In an article in the May 4, 2006, Neuron, Alison Adcock and colleagues report brain-scanning studies in humans that reveal how specific reward-related brain regions "alert" the brain's learning and memory regions to promote memory formation.
In their studies, the researchers asked volunteers to participate in two types of reward-related tasks as they scanned the subjects' brains using functional magnetic resonance imaging. In this technique, harmless magnetic fields and radio waves are used to detect regions of higher blood flow in the brain, which reflects higher activity.
In the first task, the researchers aimed at identifying the region involved in anticipating rewards. This task involved presenting the subjects with such symbols as circles or squares that indicated an amount of money the subjects could gain or lose--from no money to $5--by rapidly responding to a subsequently presented target by pressing a button. The subjects were notified immediately whether they had received the reward. The researchers found that reward anticipation activated specific brain structures in the "mesolimbic" region involved in the processing of emotions.
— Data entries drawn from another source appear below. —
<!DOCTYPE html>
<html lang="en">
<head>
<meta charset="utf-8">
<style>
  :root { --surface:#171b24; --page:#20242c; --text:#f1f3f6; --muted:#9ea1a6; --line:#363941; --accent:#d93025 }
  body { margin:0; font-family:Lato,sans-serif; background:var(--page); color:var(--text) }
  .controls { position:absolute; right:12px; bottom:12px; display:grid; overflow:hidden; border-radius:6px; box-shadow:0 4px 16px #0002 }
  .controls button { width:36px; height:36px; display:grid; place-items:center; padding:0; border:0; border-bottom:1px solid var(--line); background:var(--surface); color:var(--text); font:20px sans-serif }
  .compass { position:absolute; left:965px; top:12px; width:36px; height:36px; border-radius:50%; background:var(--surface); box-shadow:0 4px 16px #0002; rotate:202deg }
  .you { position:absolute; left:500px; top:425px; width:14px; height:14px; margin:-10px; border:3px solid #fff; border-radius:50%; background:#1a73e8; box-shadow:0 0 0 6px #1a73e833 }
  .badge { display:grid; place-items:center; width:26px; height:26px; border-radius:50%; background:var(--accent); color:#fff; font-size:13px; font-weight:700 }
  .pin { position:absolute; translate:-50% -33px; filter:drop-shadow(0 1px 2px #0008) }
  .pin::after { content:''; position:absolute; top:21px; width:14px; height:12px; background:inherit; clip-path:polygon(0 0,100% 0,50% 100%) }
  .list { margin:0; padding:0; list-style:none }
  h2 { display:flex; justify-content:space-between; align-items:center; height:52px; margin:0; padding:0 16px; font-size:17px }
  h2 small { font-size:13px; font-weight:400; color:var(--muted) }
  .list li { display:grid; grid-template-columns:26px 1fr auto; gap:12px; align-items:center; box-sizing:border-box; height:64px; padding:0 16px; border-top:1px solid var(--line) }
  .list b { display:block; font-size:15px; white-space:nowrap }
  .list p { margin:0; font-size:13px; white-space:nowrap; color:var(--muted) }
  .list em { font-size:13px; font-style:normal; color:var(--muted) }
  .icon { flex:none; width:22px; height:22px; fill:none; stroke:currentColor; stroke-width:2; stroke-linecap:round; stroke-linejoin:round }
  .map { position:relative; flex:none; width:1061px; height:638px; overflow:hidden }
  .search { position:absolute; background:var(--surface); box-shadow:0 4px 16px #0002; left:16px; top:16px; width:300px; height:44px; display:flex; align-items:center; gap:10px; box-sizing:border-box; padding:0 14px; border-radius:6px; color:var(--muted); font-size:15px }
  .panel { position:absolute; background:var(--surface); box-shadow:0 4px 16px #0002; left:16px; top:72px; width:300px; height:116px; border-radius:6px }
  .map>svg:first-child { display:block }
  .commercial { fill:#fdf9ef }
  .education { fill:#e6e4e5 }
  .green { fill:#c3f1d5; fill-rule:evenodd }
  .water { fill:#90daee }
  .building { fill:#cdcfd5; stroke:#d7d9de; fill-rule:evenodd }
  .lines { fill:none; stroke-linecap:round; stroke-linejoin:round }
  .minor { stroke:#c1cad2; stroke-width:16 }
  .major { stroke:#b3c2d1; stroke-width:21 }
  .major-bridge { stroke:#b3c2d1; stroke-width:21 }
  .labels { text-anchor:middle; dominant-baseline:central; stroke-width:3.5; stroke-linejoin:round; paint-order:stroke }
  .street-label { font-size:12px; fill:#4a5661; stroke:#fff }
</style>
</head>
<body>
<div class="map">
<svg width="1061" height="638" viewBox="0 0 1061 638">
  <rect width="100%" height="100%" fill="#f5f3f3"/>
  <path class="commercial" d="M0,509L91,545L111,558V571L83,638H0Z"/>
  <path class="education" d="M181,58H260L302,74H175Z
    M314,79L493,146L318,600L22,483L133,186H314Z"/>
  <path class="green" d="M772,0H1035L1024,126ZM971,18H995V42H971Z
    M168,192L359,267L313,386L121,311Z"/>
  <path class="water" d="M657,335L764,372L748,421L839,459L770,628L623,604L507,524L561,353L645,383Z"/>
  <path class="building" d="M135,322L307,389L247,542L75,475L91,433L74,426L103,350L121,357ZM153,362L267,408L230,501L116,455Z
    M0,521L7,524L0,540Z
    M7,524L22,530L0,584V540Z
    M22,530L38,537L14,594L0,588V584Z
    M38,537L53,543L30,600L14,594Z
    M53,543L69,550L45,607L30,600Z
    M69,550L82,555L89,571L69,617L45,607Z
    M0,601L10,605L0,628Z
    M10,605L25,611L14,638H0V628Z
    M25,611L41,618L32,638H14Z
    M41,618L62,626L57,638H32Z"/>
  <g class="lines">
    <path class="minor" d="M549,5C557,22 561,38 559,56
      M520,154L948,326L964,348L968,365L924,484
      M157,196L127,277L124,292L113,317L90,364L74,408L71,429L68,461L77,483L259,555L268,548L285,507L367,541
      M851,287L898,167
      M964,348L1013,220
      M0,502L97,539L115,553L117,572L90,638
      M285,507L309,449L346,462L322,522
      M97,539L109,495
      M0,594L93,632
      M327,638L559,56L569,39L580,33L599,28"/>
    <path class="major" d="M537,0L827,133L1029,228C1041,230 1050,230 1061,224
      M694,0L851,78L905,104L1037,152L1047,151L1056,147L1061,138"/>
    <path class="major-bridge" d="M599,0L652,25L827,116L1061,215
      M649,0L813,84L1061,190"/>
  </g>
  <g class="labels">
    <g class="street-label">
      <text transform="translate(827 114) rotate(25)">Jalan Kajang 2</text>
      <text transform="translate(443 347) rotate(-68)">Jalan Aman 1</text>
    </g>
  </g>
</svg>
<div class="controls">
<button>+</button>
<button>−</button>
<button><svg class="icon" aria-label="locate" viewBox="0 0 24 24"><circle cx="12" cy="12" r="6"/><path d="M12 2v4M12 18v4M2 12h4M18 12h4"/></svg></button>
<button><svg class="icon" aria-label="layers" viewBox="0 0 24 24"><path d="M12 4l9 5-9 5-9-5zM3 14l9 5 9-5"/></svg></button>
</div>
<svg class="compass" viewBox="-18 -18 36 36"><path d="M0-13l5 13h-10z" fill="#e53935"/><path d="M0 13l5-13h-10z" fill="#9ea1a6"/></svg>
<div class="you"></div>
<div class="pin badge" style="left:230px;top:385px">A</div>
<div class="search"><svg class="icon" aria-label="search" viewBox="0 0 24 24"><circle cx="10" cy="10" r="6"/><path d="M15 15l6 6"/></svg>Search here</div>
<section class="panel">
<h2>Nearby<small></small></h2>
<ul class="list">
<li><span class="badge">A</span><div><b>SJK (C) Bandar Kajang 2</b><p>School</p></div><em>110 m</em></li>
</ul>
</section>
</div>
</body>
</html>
In the second task, the researchers sought to measure how this reward center promoted memory formation. They first showed subjects a "value" symbol that signified whether the image of a scene that followed would yield $5 or ten cents if they remembered it the next day. Then they showed the subjects the scene, and the next day tested their ability to pick the scene out of a group.
The researchers found that the subjects were far more likely to remember high-value scenes than low-value scenes. Importantly, they found that the cues to the high-reward scenes that were later remembered--but not those scenes later forgotten--activated the reward areas of the mesolimbic region as well as the learning-related hippocampus in the medial temporal lobe (MTL) of the brain. Activation prior to scene visualization suggests that the brain actually prepares in advance to filter incoming information rather than simply reacting to the world. Activation of the MTL is associated with higher brain functions, including learning and memory, and subjects who showed greater activation in these regions also showed better memory performance, found Adcock and colleagues.
The researchers concluded that the learning mechanism they identified "may let an organism's expectations and motivation interact with events in the physical world to influence learning. Thus, anticipatory activation of this mesolimbic circuit may help translate motivation into memory."